Vertica briefed me last month on its forthcoming Vertica 4.0 release. I think it’s fair to say that Vertica 4.0 is mainly a cleanup/catchup release, washing away some of the tradeoffs Vertica had previously made in support of its innovative DBMS architecture.
For starters, there’s a lot of new analytic functionality. This isn’t Aster/Netezza-style ambitious. Rather, there’s a lot more SQL-99 functionality, plus some time series extensions of the sort that financial services firms – an important market for Vertica – need and love. Vertica did suggest a couple of these time series extensions are innovative, but I haven’t yet gotten detail about those.
Perhaps even more important, Vertica is cleaning up a lot of its previous SQL optimization and execution weirdnesses. In no particular order, I was told:
- Vertica’s delete performance is up “literally” 30-100X, at least in the case of “large” deletes. Performance for “large” updates has been enhanced as well.
- Vertica has finally cleaned up all vestiges of its prior bias to star schemas. For example, Vertica concedes that its product previously would sometimes force a star execution plan that wasn’t really appropriate.
- It is no longer the case that you need to define projections before you load a table into Vertica. This is now fully automatic.
- Vertica 4.0 automatically redesigns the database when new nodes are added to the system.
- When a database designer does hand-tune projections – and there’s no shame in this still being a possibility in Vertica 4.0 – that hand-tuning is now pulled back into the automatic generation/recommendation/whatever wizards for further projections. I.e., there’s a kind of DBA round-trip engineering going on.
- Vertica used to require that tables being joined be identically “segmented” (I think this means distributed across joins). That is no longer the case in 4.0.
- In connection with this new-found flexibility, Vertica now supports full outer joins directly, rather than requiring the left outer join/right outer join/UNION kluge.

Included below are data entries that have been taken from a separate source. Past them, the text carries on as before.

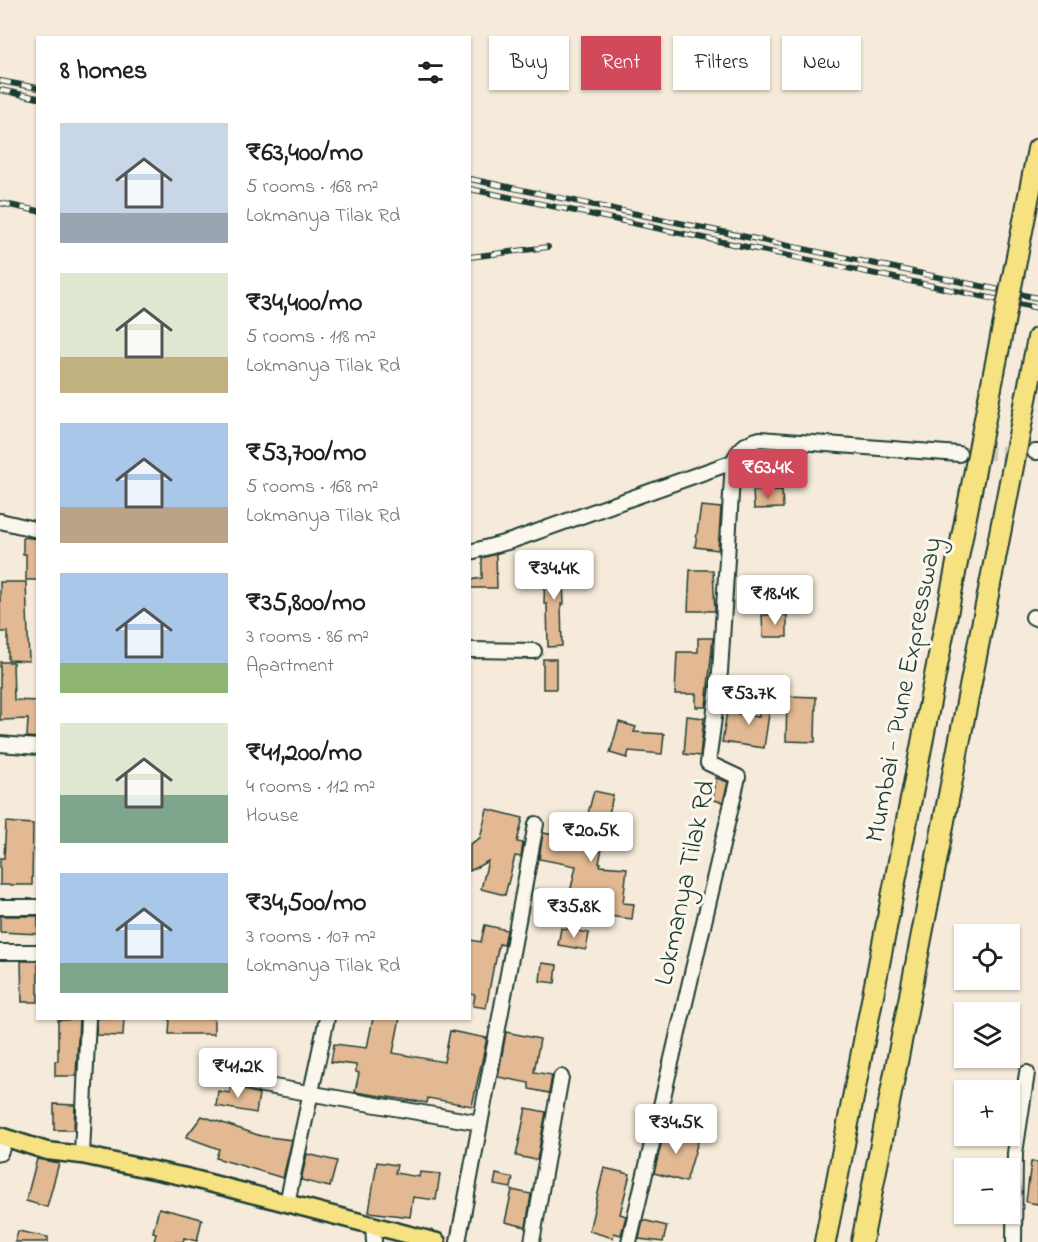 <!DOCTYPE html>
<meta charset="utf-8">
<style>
:root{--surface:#fff;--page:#f2f2f2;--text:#202124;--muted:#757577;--accent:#d1495b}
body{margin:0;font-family:"Indie Flower",sans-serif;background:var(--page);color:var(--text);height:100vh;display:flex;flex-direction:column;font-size:22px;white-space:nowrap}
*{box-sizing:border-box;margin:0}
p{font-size:20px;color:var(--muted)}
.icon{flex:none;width:33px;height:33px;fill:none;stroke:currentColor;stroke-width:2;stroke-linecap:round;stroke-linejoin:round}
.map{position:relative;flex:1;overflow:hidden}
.sheet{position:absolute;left:36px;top:36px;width:435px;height:984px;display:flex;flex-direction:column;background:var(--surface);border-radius:0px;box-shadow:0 2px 4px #0004}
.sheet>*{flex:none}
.hud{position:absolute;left:489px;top:36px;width:459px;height:54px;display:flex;gap:12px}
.tools{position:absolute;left:954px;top:924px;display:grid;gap:12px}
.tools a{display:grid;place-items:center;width:66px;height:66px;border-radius:0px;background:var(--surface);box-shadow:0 2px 4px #0004;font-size:30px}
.price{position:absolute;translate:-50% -51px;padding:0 14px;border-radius:6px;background:#fff;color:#222;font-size:20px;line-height:39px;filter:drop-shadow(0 2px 3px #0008)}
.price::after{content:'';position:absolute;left:50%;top:36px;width:18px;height:14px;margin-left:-9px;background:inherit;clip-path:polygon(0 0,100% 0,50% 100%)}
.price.selected{background:var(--accent);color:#fff}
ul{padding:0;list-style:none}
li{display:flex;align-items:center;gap:18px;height:150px;padding:0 24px}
li span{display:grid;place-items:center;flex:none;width:168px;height:120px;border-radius:0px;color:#555}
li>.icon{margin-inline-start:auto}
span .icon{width:72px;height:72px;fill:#fffc;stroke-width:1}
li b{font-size:26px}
h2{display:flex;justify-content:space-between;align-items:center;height:72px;padding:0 24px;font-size:26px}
.pill{padding:0 21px;border-radius:0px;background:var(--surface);box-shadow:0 2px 4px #0004;font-size:21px;line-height:54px}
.pill.selected{background:var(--accent);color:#fff}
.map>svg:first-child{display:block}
</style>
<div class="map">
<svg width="1038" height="1242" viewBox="0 0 1038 1242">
<rect width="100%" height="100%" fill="#f6ebda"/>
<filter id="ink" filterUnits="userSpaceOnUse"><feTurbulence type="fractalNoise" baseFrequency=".0167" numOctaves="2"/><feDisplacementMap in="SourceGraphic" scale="12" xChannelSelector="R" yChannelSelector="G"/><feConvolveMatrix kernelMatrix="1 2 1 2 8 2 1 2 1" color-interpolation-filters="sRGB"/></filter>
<g filter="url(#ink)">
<!-- building -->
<g fill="#e2b992" stroke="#1f3d34" stroke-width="1.5">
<path d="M782,490L783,508L754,509L753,491Z"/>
<path d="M701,506L721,508L718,550L695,547Z"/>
<path d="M23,537L38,539V580H26V554H23Z"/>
<path d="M496,554L497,588H470V580L482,578V558Z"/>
<path d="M545,561H562L564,604H561L562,646L548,647L547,604H544Z"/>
<path d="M690,570H713L715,611H688Z"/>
<path d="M0,582H26L29,661L8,660V632H0Z"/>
<path d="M762,615H787V637H763Z"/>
<path d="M698,638H713L706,707H696V694H675L677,652H698Z"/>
<rect x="543" y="659" width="13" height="30"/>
<path d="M0,662H13L14,700L38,701V738L27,737L28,719L0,720Z"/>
<path d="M758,694H772L764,748L722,742L727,712L759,717Z"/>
<path d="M787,696L816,697L815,742L786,741Z"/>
<path d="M687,716L704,718L700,756L684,754Z"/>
<path d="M619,722L636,727L634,732L664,734L662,754L629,751L627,758L610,753Z"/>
<path d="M716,778L728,782L723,802L713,800Z"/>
<path d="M594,791L613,795L599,863H601L600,866L627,868L623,903L634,904L632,919L609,916L610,911L568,902L576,866L539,859L543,833L581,840Z"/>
<path d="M487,809L523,818L517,842L523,843L521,857L515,856L505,895L481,889L488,861L470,871V844L480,838Z"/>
<path d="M6,822L33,824L32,885H0V858H4Z"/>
<path d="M537,889L567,894L561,923L546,920L547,912L541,911L543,902L535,901Z"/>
<path d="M0,916H38V934L0,932Z"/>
<path d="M485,925L507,930L504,945L499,944L495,964H494L486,1008L473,1006L475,995L470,994V940L481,942Z"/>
<path d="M561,928L589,933L586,950L558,945Z"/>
<path d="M21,961H38V1002H22Z"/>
<path d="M542,963L557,965L555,983L540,981Z"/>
<path d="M97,1018H124L123,1036L96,1035Z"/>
<path d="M170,1018H214V1034H169Z"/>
<path d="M373,1018H400L393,1053L444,1062L450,1031L487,1038L472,1106L428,1098L427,1103L355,1092L359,1073L356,1072V1065L331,1062L334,1044L367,1048Z"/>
<path d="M58,1020H79L76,1076H55V1061H58Z"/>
<path d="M506,1032L540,1039L534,1072L552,1075L549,1093L529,1089V1083L498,1077Z"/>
<path d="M231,1081L242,1083L246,1090L259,1094L256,1113L216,1106L218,1091L230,1093Z"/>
<path d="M54,1104L75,1105L74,1130H54Z"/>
<path d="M526,1108L546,1112L537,1160L516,1156Z"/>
<path d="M202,1116L261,1136L292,1140L283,1178L216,1158L219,1149L186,1137Z"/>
<path d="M665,1128L699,1138L686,1182L654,1173Z"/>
<path d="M307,1154L337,1161L330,1187L301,1180Z"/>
<path d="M37,1159L59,1163L47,1207L26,1201Z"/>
<path d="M377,1162L397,1165L395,1173L419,1177L420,1172L440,1174L436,1200L413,1197L410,1217L369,1212Z"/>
<path d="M1031,1162H1038V1204L1026,1202Z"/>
<path d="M604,1168L630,1174L620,1214L626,1216L621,1235L614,1233L613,1238L589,1231Z"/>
<path d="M496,1174L513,1178L511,1188L494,1185Z"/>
<path d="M512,1190L531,1194L526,1227L505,1222Z"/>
<path d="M159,1208L202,1219L197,1241L184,1238L183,1242H154L156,1233L153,1232Z"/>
<path d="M643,1220L667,1226L663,1242L639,1239Z"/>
<path d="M18,1231L48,1237V1242H15Z"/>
</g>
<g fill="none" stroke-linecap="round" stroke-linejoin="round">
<!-- minor-tunnel -->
<path stroke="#cbc8b9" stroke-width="14" stroke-dasharray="14 7" stroke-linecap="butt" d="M959,454L1035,452"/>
<defs>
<g id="minor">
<path d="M1035,452H1038"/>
<path d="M733,462C739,448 745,443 760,439L959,454"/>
<path d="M0,521L38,530"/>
<path d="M470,552L511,541L733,462L720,672L708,763L738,777L629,1242"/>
<path d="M1033,617L1038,619"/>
<path d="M470,650L534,651"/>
<path d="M0,744L38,747"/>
<path d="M0,907H38"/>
<path d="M0,952H38"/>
<path d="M251,1083L480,1123"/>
<path d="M0,1153L6,1138"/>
<path d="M82,1155L88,1018"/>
<path d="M287,1203L327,1018"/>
<path d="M373,1225L374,1242"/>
<path d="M458,1242L536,824"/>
<path d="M532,1242L561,1077"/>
<path d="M1014,1242L1015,1153L1027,1073"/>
</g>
<path id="major" d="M0,1136L47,1151L82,1155L186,1177L437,1242"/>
<g id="highway">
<path d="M1021,236L1038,149"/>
<path d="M825,1242L989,398"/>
<path d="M862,1242L1038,338"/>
</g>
</defs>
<!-- minor casing -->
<use href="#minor" stroke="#1f3d34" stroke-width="18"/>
<!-- major casing -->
<use href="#major" stroke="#1f3d34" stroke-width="21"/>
<!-- highway casing -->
<use href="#highway" stroke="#1f3d34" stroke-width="24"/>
<!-- minor -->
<use href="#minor" stroke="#fbf7ec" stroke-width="14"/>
<!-- major -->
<use href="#major" stroke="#f6e281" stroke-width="16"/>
<!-- highway -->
<use href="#highway" stroke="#f6e281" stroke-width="20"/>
<defs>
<g id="rail">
<path d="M0,81L38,88"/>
<path d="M0,90L38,98"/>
<path d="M470,179L1038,298"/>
<path d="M470,189L1038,308"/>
<path d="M0,203L38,211"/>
<path d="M470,257L548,247"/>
</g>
</defs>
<!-- rail casing -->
<use href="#rail" stroke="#1f3d34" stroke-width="6"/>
<!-- rail -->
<use href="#rail" stroke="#fbf7ec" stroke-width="4" stroke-dasharray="11" stroke-linecap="butt"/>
<defs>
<path id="highway-bridge" d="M989,398L1021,236"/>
</defs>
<!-- highway-bridge casing -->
<use href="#highway-bridge" stroke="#1f3d34" stroke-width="24" stroke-linecap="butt"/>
<!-- highway-bridge -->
<use href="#highway-bridge" stroke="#f6e281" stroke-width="20"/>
</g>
</g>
<g text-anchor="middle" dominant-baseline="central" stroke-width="6" stroke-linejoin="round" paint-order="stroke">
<!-- street labels -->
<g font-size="27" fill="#1f3d34" stroke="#fbf7ec">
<text transform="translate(905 690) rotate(-79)">Mumbai - Pune Expressway</text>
<text transform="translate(686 883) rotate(-78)">Lokmanya Tilak Rd</text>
</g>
</g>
</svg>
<div class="tools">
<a><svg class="icon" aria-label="locate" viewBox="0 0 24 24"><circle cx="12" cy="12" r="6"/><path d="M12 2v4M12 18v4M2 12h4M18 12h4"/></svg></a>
<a><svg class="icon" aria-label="layers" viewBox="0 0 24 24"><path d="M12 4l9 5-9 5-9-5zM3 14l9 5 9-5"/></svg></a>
<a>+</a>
<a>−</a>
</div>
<b class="price selected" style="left:768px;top:500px">₹63.4K</b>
<b class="price" style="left:554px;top:601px">₹34.4K</b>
<b class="price" style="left:775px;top:626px">₹18.4K</b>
<b class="price" style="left:749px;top:726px">₹53.7K</b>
<b class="price" style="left:591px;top:863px">₹20.5K</b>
<b class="price" style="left:574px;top:939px">₹35.8K</b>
<b class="price" style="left:238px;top:1099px">₹41.2K</b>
<b class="price" style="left:676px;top:1155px">₹34.5K</b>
<div class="hud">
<a class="pill">Buy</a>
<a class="pill selected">Rent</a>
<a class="pill">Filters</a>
<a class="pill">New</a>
</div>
<section class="sheet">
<h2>8 homes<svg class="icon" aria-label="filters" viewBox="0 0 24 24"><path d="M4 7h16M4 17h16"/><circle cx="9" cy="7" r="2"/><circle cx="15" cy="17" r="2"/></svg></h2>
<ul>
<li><span style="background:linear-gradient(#c9d6e8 75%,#9aa5b1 0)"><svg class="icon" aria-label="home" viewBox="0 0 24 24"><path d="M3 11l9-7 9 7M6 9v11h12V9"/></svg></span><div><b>₹63,400/mo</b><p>5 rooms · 168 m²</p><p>Lokmanya Tilak Rd</p></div></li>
<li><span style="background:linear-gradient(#dfe7d0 70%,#c2b280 0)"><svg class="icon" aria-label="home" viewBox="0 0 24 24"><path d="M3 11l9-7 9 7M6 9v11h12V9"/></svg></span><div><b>₹34,400/mo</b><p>5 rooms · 118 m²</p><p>Lokmanya Tilak Rd</p></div></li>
<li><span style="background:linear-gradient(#a9c7e8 70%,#b9a48a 0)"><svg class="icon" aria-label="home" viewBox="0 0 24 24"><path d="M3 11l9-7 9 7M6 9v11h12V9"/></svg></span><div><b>₹53,700/mo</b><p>5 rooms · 168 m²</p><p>Lokmanya Tilak Rd</p></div></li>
<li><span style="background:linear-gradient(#a9c7e8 75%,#8fb573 0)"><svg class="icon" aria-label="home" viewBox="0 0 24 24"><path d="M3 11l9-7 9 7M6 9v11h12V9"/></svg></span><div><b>₹35,800/mo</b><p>3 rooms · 86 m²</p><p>Apartment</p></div></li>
<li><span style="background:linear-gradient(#dfe7d0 60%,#7fa58c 0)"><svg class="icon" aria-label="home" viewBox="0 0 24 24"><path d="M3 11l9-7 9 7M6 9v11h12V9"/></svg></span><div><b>₹41,200/mo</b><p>4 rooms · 112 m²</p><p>House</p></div></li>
<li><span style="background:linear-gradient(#a9c7e8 75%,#7fa58c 0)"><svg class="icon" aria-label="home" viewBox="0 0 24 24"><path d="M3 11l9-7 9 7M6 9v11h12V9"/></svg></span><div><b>₹34,500/mo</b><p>3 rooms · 107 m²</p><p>Lokmanya Tilak Rd</p></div></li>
</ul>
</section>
</div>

- The Vertica 4.0 optimizer is smarter than its predecessor about things like predicate pushdown into subqueries, or exploiting commonality between predicates and partition keys.
- There’s a fundamental change that I don’t understand very well in the Vertica execution engine basic unit of work. It sounds as if in the past all the disk-based data containers the query needed got opened at once and read into memory, whether or not there was enough RAM and CPU cores to handle them, and this problem has now been fixed.
- Vertica always seemed to say that you could query immediately on new data, because even if it hadn’t hit disk yet – the ROS (Read-Optimized Store) – it was available in memory – the WOS (Write-Optimized Store). And queries were in essence federated between the ROS and WOS. But apparently it’s a new feature in Vertica 4.0 that you can read totally fresh data without locking. I confess to not understanding this very well either. (It has something to do with what Vertica calls “Epochs”.)
- Temporary tables can now be created in Vertica on a local/session basis without any DDL. Make temporary tables easier and more performant is important for a variety of reasons:
- Microstrategy, Company V* et al. use lots of temp tables. E.g,, Company V on Vertica has 3000 permanent tables and 5-7000 temporary ones.
- Vertica rightly points out that temporary tables are also important for ELT (Extract/Load/Transform).
- Vertica further says that single-node OEMs such as security appliance vendors use lots of temp tables.
*Company V = one of the more prominent vertical-market application providers.
In other Vertica highlights:
- It sounds as if 4.0 is the first Vertica release with what I would regard as serious workload management.
- While Vertica has stored and retrieved Unicode since Vertica 3.5 or so, 4.0 will be the first Vertica release in which Unicode is sorted and collated properly.
- Stored-procedure-like functionality is still a future for Vertica.